## PROVIDED DATA
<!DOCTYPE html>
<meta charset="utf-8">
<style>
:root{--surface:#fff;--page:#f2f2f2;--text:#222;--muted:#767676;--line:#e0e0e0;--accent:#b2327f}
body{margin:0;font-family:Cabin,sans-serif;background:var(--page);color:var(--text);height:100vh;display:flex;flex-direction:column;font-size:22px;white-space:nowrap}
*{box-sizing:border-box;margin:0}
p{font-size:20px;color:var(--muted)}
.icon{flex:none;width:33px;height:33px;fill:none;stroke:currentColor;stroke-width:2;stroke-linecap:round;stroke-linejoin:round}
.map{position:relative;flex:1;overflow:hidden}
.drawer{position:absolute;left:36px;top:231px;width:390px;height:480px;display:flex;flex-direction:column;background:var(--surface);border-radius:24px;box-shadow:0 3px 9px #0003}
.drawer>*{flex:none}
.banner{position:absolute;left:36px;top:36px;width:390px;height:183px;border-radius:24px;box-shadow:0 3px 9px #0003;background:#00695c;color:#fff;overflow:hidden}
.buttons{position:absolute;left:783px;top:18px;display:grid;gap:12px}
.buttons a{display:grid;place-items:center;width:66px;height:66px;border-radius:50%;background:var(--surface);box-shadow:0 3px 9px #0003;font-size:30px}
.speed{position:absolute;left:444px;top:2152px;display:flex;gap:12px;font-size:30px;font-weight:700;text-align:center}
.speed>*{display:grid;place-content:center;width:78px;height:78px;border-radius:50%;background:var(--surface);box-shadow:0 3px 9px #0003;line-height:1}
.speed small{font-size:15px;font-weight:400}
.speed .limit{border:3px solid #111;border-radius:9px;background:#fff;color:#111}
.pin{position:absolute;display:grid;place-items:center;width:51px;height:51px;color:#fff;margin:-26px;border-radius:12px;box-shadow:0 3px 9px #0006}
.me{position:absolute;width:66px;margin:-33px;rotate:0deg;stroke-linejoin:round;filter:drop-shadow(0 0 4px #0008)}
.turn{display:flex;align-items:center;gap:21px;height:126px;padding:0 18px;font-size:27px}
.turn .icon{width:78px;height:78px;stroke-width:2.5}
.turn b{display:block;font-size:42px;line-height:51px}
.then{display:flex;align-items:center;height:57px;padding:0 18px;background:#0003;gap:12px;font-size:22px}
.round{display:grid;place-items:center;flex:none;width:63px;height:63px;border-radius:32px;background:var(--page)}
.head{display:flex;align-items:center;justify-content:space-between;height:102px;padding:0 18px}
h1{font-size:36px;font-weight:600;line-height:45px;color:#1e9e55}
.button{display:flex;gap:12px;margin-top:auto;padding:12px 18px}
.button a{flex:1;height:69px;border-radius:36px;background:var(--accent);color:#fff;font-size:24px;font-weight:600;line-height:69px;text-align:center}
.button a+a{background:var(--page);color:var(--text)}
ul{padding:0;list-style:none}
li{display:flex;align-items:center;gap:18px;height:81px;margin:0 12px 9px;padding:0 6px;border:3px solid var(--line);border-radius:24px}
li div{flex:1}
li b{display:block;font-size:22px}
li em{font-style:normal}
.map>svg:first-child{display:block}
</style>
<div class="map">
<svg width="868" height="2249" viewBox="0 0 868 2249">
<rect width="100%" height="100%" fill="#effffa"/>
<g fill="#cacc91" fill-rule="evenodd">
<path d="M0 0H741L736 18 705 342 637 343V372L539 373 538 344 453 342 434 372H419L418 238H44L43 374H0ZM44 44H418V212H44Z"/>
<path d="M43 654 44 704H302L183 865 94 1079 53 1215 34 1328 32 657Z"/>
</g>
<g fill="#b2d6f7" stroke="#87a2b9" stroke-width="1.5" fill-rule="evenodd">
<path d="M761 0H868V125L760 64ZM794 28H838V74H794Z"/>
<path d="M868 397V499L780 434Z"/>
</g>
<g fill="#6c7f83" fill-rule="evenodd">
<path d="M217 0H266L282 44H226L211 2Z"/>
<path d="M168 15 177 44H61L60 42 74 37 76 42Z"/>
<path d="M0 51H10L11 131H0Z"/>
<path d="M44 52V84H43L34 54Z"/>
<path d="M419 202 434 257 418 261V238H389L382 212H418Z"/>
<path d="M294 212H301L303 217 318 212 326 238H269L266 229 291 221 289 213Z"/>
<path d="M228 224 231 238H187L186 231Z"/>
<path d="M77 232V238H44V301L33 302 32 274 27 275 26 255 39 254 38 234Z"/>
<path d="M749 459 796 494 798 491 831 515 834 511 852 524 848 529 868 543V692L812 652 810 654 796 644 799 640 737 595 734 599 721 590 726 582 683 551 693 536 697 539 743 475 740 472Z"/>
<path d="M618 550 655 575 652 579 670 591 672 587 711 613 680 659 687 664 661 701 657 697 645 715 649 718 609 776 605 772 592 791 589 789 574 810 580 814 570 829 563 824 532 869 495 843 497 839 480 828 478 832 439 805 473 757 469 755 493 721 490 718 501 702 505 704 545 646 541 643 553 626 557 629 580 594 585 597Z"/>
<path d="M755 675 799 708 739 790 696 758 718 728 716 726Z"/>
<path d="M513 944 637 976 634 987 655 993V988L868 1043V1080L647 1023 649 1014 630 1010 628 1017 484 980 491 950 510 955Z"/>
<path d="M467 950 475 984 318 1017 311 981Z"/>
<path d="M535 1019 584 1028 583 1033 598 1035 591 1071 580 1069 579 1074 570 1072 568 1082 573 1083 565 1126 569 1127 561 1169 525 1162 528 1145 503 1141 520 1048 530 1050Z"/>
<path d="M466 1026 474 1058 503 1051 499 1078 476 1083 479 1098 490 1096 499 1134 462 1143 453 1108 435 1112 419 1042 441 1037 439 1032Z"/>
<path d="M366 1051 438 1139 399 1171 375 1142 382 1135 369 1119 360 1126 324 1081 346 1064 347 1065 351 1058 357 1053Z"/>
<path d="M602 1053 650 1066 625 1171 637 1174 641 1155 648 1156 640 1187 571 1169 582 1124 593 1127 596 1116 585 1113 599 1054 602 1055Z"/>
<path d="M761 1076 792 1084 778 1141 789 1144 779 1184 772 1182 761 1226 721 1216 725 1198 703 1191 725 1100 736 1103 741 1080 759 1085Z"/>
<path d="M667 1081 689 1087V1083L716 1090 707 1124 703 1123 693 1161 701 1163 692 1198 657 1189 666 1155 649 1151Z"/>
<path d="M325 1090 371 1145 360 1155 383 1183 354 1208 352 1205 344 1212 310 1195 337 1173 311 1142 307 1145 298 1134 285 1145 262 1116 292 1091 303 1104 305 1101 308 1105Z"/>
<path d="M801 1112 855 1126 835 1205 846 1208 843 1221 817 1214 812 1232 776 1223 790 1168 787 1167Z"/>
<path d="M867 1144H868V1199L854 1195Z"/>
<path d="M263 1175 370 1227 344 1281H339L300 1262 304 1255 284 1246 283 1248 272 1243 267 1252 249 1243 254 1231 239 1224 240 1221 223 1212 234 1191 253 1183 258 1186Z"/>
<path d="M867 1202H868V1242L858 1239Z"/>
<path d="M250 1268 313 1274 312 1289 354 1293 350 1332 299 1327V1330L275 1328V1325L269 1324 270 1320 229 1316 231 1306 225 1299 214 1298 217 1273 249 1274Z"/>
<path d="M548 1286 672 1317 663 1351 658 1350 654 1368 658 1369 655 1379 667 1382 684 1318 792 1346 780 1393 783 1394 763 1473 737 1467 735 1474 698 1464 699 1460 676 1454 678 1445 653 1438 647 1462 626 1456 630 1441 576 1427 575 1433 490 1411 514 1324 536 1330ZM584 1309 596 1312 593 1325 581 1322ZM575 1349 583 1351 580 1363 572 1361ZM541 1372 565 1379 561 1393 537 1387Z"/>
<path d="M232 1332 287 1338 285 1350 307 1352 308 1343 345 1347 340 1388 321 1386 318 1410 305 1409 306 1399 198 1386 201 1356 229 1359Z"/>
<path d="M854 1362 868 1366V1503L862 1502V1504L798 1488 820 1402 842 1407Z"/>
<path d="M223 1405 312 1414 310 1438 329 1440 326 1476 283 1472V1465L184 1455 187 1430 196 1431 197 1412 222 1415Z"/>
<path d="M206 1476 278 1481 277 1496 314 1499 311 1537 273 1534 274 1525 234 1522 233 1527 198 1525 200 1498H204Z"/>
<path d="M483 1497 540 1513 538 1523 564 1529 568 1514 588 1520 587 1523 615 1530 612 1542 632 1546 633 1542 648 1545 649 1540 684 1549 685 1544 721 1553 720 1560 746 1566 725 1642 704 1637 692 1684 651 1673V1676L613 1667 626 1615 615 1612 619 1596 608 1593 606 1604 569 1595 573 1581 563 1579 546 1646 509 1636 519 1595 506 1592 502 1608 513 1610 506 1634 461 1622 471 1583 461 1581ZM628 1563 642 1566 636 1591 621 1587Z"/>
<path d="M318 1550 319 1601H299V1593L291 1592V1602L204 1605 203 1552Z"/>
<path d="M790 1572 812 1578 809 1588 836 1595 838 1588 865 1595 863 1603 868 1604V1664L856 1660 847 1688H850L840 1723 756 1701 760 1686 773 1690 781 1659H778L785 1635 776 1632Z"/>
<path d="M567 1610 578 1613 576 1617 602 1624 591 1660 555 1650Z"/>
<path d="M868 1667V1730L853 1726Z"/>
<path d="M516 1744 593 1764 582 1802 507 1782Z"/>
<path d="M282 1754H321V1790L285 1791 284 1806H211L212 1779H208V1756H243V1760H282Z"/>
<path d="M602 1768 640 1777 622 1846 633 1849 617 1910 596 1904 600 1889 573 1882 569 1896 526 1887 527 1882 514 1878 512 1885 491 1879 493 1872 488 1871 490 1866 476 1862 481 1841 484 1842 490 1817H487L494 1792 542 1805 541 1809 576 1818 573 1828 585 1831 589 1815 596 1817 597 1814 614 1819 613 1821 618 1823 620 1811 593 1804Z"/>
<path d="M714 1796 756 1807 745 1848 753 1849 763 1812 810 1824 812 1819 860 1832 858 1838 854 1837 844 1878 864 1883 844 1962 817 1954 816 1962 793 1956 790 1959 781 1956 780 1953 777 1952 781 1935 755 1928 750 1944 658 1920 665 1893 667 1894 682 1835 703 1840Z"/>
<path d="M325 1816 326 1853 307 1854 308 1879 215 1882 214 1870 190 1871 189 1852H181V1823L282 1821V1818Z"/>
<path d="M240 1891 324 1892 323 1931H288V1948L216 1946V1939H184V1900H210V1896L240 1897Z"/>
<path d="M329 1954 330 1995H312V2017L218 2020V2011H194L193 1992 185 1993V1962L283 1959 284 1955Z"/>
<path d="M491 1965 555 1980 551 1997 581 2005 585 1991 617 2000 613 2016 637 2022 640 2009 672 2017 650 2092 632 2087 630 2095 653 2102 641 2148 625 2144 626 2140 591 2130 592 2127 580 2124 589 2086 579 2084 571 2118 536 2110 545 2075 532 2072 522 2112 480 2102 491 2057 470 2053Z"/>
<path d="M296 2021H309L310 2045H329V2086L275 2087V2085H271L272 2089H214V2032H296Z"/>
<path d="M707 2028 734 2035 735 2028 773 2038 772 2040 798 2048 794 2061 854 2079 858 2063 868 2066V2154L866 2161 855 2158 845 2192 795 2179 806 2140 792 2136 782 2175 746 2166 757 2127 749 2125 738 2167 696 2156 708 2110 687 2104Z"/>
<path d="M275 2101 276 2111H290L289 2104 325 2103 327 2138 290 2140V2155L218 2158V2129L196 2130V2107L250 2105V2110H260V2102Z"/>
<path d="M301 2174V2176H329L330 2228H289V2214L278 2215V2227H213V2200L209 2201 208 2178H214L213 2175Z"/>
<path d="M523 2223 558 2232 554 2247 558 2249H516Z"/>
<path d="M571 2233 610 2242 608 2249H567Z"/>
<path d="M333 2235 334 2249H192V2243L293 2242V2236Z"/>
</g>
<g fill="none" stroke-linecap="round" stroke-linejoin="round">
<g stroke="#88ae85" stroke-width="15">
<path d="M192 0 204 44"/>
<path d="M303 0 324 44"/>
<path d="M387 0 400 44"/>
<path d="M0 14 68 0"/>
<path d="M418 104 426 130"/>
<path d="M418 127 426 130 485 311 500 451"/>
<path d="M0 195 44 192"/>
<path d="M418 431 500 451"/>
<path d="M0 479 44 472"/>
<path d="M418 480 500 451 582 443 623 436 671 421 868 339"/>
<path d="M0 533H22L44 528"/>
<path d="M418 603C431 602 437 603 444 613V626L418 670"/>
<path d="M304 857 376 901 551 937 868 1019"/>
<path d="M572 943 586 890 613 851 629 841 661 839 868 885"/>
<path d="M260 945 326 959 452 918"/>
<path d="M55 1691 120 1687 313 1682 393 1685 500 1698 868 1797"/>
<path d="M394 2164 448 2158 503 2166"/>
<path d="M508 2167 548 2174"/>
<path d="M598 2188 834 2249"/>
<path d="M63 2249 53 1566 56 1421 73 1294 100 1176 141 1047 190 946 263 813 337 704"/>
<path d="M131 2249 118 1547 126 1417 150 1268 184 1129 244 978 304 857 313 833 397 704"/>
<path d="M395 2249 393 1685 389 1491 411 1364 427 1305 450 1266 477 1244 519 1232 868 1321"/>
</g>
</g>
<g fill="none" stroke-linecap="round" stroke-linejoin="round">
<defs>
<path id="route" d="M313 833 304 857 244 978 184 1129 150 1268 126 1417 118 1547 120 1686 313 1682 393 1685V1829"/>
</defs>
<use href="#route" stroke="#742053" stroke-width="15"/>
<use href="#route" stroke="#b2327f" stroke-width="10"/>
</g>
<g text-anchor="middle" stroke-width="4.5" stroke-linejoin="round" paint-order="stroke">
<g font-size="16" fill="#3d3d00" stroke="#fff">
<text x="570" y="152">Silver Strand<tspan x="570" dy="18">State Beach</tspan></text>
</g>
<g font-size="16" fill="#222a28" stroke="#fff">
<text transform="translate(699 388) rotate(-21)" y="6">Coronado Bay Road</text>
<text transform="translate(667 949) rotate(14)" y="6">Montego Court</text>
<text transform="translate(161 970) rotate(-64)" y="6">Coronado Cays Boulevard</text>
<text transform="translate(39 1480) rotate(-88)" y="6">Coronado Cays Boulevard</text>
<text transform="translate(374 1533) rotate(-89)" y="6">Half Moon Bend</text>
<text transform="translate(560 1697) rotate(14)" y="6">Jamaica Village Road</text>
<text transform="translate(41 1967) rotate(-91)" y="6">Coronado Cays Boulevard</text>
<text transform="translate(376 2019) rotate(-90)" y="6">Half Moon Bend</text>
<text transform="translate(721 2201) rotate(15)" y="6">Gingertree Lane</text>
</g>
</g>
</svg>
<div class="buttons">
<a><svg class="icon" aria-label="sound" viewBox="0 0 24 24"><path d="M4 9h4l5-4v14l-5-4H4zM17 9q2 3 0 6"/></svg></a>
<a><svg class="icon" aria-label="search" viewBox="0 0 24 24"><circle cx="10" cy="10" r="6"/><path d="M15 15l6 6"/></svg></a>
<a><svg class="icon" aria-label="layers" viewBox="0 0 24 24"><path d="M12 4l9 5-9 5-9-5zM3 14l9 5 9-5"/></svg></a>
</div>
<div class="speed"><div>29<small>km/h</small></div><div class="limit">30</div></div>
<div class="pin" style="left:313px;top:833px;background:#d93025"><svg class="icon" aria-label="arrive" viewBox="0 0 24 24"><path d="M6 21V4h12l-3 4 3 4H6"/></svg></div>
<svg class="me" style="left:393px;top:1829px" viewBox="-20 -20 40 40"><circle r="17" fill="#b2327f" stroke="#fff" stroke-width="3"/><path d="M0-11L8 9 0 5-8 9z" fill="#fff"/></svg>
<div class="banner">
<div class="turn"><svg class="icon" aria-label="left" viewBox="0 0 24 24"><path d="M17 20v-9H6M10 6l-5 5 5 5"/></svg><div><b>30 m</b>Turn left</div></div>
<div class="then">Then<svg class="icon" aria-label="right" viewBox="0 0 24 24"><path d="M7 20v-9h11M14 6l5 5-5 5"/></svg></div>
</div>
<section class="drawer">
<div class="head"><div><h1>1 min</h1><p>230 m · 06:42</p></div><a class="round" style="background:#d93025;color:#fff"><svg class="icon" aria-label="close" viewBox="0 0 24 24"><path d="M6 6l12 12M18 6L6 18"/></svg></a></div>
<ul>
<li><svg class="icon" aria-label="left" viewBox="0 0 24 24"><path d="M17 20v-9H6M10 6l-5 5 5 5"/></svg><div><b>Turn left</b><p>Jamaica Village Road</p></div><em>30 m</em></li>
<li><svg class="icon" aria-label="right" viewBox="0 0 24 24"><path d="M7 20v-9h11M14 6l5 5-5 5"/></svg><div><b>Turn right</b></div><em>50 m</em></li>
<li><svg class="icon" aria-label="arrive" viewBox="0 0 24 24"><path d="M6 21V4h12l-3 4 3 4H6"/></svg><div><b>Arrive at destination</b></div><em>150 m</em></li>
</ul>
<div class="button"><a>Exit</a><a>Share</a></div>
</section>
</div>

---

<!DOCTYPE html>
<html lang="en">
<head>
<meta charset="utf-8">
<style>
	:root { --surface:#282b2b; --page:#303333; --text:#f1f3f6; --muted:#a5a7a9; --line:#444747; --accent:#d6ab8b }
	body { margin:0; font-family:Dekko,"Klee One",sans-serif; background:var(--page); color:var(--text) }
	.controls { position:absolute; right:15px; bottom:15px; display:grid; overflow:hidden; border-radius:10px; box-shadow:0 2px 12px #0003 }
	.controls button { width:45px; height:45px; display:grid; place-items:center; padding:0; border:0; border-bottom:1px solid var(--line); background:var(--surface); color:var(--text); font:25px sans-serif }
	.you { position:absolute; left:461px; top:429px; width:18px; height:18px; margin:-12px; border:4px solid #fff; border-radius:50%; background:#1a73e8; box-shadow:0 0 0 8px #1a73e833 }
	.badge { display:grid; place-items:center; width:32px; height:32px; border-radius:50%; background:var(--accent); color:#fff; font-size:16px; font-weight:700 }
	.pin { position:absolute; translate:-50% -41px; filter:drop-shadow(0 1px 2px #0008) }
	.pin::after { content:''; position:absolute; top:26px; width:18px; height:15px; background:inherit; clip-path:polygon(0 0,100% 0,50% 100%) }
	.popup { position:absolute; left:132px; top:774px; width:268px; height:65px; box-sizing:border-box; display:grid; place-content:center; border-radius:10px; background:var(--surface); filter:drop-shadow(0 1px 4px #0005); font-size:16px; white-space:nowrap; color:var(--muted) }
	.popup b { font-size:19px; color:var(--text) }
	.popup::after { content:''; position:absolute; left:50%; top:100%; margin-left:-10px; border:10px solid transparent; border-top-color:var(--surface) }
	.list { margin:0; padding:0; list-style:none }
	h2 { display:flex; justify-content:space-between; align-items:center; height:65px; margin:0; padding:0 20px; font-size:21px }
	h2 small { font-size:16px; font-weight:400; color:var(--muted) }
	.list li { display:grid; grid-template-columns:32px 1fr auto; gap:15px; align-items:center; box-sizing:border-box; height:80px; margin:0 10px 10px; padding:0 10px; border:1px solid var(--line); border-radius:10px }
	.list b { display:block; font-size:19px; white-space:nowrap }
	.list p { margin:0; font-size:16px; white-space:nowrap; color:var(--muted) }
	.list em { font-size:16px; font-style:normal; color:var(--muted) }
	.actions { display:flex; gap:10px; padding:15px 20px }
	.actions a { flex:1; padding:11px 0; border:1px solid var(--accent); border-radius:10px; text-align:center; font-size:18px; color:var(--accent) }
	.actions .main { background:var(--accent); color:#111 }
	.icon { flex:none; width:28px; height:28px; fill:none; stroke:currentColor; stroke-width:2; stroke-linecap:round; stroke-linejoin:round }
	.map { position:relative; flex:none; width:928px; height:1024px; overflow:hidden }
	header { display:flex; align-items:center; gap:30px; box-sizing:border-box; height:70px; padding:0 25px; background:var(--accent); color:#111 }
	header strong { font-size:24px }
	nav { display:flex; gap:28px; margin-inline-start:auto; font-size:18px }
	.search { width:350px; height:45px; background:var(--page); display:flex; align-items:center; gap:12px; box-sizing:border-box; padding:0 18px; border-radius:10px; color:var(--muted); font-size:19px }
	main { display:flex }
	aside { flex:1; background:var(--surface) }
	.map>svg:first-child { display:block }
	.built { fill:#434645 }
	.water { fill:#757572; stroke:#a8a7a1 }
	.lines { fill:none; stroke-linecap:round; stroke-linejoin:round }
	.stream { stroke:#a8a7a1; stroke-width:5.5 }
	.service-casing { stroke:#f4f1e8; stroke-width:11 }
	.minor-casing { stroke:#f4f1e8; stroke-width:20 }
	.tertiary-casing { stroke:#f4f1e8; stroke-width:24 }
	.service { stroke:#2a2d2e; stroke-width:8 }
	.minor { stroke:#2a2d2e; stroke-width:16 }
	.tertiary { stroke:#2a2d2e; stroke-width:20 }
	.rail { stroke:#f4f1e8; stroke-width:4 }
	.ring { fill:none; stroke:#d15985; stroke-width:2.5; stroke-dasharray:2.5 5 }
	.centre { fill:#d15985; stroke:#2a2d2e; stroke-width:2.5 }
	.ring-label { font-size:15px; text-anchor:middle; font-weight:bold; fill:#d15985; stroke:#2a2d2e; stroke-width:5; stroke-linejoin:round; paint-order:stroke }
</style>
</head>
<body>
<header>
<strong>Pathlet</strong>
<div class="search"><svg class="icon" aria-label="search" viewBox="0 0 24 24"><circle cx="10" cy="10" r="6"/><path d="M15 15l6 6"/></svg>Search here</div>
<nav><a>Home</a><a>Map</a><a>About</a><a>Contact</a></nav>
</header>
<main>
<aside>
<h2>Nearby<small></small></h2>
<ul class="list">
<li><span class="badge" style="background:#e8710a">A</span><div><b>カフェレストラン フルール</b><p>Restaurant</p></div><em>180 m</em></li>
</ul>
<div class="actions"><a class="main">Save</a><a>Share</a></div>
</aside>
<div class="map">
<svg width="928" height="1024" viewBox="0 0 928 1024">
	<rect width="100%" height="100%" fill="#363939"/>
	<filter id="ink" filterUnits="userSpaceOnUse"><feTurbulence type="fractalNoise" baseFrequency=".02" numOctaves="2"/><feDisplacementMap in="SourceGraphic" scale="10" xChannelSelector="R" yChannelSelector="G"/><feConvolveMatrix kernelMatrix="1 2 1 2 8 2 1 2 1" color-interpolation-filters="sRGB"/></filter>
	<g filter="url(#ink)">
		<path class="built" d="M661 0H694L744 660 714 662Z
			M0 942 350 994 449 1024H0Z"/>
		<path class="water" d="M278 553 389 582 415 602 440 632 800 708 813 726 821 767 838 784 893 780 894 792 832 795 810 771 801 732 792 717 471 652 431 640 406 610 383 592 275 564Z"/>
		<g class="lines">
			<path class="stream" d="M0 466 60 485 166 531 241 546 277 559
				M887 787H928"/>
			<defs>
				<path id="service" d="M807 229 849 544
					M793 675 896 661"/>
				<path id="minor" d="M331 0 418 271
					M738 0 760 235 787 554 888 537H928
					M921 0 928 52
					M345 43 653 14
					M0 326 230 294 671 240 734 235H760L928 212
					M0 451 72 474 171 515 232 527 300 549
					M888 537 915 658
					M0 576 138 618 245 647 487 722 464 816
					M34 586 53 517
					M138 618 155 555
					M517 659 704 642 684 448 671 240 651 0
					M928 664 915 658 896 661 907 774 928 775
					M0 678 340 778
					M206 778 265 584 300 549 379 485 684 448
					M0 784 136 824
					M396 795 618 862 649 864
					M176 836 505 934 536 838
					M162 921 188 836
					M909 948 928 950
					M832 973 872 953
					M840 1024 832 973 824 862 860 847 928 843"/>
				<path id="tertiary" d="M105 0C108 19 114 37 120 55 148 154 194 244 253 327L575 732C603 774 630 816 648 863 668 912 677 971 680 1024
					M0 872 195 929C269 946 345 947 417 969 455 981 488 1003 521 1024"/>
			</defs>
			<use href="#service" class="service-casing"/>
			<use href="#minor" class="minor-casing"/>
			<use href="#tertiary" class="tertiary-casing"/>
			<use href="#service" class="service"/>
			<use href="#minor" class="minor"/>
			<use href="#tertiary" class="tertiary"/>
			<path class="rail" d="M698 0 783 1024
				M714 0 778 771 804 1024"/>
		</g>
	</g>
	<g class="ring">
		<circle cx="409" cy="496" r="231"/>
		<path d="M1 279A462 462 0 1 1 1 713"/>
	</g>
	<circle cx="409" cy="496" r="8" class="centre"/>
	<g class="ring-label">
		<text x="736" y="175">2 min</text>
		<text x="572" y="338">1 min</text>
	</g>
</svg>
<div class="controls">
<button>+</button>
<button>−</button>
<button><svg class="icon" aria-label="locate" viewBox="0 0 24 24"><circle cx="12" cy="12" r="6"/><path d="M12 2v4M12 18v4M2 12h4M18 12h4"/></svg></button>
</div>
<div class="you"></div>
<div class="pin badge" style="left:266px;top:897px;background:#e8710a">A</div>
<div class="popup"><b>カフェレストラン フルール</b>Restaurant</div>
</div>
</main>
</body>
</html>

## YOUR ASSIGNMENT
Count how many lines of the data include the word "aside". Your reply should be that number alone.

## REPLY TO THE EXERCISE
3